■ **PROBLEM TO SOLVE**
Go through the records below and copy out every line that contains the word "labels".

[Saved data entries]
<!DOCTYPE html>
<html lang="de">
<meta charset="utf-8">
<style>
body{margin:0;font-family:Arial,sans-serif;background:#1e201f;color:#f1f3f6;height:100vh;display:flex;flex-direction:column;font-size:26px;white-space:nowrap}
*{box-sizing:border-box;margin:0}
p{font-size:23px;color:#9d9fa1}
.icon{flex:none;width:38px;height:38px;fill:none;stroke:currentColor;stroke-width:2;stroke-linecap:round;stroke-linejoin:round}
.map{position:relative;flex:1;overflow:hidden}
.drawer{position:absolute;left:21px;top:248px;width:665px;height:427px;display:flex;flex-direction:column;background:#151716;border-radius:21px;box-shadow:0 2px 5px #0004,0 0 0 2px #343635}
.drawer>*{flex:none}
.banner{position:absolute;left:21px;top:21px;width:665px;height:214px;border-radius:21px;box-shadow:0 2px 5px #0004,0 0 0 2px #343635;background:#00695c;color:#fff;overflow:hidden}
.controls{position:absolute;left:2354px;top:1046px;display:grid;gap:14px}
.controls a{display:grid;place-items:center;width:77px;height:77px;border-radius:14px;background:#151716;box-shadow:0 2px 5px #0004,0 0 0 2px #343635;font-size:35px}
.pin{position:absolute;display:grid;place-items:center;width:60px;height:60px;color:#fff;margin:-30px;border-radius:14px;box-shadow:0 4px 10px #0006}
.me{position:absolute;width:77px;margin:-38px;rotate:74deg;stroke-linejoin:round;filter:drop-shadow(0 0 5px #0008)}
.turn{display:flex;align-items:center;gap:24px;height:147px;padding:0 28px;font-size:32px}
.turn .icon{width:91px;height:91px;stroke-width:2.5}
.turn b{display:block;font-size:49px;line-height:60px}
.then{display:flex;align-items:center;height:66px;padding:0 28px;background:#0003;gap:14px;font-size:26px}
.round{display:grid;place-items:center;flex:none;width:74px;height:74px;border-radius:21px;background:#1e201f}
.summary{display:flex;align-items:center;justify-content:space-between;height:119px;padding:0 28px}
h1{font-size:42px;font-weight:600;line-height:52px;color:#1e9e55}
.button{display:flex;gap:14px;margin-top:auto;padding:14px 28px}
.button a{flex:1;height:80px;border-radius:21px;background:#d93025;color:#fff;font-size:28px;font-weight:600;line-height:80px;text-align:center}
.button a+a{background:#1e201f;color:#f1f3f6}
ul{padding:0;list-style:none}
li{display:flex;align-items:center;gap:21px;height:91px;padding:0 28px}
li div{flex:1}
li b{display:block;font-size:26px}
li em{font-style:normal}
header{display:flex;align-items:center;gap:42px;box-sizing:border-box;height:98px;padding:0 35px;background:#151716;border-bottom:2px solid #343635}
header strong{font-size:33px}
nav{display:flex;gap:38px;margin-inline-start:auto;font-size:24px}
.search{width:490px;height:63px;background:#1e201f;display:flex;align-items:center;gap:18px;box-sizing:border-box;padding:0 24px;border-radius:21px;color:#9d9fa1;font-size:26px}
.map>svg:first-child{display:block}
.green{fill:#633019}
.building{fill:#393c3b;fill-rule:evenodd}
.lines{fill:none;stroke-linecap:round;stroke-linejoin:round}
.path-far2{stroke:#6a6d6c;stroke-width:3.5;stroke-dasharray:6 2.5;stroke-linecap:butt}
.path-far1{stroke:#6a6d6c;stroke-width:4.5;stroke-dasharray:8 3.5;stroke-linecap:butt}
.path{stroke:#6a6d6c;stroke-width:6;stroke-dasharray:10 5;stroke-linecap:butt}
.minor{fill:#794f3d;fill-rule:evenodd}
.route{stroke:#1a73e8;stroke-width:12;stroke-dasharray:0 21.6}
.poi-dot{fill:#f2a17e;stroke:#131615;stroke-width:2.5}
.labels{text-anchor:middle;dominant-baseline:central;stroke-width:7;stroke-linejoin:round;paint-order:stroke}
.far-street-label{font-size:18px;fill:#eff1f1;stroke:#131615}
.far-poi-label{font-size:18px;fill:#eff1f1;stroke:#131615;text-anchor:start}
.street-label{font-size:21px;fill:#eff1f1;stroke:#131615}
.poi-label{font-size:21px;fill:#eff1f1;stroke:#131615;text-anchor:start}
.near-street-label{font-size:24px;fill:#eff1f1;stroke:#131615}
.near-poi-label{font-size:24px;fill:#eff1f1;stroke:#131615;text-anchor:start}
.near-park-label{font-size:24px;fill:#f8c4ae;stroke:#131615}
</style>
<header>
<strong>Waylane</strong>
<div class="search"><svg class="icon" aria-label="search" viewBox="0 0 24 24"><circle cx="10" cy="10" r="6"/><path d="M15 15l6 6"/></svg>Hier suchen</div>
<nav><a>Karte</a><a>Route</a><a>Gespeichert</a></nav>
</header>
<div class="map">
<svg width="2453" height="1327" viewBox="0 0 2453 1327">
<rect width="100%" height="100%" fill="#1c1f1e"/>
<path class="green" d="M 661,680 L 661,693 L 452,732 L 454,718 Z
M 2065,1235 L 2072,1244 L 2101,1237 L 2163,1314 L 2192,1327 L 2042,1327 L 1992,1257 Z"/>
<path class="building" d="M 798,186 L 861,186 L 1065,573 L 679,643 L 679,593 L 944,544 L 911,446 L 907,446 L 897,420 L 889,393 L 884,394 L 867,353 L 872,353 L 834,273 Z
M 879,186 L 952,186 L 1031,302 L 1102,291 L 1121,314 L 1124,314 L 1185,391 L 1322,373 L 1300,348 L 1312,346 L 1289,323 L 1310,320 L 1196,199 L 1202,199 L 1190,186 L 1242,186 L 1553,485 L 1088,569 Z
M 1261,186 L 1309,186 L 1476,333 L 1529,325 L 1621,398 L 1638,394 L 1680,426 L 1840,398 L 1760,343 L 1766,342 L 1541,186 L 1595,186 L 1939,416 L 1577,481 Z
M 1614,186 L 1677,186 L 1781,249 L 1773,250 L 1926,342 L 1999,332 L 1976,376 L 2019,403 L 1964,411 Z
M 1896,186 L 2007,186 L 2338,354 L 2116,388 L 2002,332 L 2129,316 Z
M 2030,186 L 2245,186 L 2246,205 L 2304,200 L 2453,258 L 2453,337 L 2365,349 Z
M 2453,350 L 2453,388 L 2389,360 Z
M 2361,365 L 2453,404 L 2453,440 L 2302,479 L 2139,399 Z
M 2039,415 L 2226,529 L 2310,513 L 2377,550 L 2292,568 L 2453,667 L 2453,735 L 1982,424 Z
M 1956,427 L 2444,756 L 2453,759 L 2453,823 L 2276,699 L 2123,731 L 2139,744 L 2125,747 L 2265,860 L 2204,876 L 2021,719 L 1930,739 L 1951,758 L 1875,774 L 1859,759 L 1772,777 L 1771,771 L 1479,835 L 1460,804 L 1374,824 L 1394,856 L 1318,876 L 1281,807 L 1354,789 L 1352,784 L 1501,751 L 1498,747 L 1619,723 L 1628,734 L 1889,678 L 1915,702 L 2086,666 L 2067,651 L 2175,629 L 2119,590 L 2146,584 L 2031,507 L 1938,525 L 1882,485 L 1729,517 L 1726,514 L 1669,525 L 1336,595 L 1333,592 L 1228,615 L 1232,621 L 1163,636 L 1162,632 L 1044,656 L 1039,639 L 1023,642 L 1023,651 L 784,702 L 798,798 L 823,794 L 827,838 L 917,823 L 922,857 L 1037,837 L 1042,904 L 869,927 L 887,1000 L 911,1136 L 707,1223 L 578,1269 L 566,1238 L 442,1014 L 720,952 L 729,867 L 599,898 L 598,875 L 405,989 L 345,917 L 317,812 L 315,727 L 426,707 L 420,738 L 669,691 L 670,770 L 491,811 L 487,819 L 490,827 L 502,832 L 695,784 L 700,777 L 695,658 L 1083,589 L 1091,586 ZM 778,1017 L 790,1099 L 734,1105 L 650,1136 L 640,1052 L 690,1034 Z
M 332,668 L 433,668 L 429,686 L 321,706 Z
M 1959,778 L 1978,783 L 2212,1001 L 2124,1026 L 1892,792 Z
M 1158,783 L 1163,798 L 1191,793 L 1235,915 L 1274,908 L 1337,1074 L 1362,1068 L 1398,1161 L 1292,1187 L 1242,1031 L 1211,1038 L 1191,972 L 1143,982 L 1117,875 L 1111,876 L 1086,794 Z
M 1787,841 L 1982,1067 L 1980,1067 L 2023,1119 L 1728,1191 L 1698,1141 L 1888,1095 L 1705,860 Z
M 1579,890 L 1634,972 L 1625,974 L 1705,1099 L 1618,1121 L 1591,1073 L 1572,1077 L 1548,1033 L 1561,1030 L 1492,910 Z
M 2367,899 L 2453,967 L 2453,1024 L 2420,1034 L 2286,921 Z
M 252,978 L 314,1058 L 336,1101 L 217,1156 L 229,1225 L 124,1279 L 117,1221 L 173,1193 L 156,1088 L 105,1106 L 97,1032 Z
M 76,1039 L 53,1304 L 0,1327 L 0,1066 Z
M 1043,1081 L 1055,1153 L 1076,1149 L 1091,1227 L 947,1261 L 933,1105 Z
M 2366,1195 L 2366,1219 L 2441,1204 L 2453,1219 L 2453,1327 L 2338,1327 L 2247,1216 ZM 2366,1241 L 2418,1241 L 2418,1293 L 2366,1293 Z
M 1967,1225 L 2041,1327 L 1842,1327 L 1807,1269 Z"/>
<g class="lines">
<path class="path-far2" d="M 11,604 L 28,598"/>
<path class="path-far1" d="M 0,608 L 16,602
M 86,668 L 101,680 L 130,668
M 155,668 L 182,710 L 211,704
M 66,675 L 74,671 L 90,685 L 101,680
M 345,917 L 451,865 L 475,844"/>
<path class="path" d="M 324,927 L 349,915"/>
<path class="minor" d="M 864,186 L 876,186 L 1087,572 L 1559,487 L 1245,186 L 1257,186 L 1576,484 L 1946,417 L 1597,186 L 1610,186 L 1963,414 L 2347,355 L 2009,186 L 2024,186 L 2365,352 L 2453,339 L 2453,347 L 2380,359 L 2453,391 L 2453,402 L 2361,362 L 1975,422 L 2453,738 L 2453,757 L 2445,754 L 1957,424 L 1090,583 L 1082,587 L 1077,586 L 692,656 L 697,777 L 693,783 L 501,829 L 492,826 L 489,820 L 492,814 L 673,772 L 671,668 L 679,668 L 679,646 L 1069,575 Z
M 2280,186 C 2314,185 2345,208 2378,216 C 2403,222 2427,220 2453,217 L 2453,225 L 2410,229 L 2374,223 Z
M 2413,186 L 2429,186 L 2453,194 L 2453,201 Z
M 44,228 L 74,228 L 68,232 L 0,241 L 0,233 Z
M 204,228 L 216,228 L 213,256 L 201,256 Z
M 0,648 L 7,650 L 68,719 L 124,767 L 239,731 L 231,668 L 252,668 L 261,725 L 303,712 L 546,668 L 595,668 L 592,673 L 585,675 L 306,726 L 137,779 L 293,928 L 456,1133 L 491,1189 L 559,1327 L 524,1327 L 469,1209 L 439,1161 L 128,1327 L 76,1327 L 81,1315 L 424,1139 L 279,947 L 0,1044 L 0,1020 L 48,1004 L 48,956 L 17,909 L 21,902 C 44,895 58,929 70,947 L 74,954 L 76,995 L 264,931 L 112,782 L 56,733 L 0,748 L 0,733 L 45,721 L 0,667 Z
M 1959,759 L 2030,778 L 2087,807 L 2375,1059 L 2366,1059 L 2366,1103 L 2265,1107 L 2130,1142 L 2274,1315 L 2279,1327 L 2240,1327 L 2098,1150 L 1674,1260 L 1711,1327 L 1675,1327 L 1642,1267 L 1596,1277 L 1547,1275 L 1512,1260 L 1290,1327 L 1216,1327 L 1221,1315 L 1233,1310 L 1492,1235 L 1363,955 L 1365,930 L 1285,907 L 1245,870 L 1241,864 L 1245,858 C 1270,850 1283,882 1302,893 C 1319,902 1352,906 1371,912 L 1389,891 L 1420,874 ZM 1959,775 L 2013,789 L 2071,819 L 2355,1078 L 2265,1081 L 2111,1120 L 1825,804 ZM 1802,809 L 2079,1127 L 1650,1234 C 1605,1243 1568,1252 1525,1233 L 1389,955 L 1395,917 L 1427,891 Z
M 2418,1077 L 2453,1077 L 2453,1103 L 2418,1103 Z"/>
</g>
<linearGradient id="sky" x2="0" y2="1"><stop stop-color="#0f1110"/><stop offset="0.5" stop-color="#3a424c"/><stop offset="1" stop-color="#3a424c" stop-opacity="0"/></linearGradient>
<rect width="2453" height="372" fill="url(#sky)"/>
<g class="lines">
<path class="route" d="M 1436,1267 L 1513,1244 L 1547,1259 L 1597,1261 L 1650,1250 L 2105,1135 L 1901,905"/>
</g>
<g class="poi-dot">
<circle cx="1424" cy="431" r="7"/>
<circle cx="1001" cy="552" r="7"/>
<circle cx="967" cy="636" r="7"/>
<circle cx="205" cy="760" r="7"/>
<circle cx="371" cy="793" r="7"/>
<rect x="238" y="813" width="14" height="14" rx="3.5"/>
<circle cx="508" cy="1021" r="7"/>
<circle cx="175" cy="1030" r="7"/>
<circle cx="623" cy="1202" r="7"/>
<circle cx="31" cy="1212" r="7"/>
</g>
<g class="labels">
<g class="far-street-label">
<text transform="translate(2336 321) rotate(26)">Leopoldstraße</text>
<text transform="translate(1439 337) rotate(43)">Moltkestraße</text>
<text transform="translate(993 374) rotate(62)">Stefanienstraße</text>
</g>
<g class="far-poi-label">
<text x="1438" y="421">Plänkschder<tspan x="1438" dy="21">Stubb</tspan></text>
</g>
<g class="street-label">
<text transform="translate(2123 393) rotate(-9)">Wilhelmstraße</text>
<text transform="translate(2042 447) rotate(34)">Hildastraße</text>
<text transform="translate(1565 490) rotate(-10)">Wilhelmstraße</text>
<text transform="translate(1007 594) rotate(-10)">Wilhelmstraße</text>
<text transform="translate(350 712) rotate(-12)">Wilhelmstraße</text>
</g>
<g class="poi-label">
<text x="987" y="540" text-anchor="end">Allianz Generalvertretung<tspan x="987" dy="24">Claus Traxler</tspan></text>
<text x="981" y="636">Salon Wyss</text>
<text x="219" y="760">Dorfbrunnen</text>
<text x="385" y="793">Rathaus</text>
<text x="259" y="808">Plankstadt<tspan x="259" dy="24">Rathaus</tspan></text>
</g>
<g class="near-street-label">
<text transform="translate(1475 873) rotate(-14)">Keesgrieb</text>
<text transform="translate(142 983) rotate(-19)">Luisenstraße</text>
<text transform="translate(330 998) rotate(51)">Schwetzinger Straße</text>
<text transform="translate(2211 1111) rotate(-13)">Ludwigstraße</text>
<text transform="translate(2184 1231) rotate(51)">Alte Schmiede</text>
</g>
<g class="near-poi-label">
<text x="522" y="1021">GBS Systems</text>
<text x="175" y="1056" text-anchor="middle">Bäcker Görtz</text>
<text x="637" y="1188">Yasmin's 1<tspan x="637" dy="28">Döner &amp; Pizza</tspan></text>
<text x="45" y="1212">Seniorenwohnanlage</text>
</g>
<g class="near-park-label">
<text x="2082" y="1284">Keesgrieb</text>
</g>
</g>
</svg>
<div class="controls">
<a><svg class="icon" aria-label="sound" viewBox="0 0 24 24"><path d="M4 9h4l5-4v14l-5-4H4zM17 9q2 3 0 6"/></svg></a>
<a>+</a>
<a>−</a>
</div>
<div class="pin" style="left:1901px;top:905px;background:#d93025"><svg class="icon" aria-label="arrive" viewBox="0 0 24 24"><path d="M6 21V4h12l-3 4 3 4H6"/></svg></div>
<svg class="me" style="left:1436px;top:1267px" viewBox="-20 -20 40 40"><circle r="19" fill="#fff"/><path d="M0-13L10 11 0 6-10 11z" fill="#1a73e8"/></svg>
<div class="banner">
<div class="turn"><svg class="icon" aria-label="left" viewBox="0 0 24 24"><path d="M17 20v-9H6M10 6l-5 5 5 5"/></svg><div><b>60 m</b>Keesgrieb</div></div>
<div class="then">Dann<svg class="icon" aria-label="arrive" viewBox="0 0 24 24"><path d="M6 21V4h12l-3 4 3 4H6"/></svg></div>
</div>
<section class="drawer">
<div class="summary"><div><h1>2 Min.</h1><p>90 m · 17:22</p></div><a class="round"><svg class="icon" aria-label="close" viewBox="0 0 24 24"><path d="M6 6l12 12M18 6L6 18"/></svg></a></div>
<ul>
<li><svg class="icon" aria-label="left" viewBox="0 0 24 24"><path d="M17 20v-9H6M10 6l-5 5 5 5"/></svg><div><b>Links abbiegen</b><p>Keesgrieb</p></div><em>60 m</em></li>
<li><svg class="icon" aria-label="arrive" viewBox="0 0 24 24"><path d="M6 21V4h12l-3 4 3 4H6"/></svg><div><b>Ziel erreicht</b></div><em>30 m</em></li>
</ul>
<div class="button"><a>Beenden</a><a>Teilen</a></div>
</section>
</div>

■ **RESULT BELOW**
.labels{text-anchor:middle;dominant-baseline:central;stroke-width:7;stroke-linejoin:round;paint-order:stroke}
<g class="labels">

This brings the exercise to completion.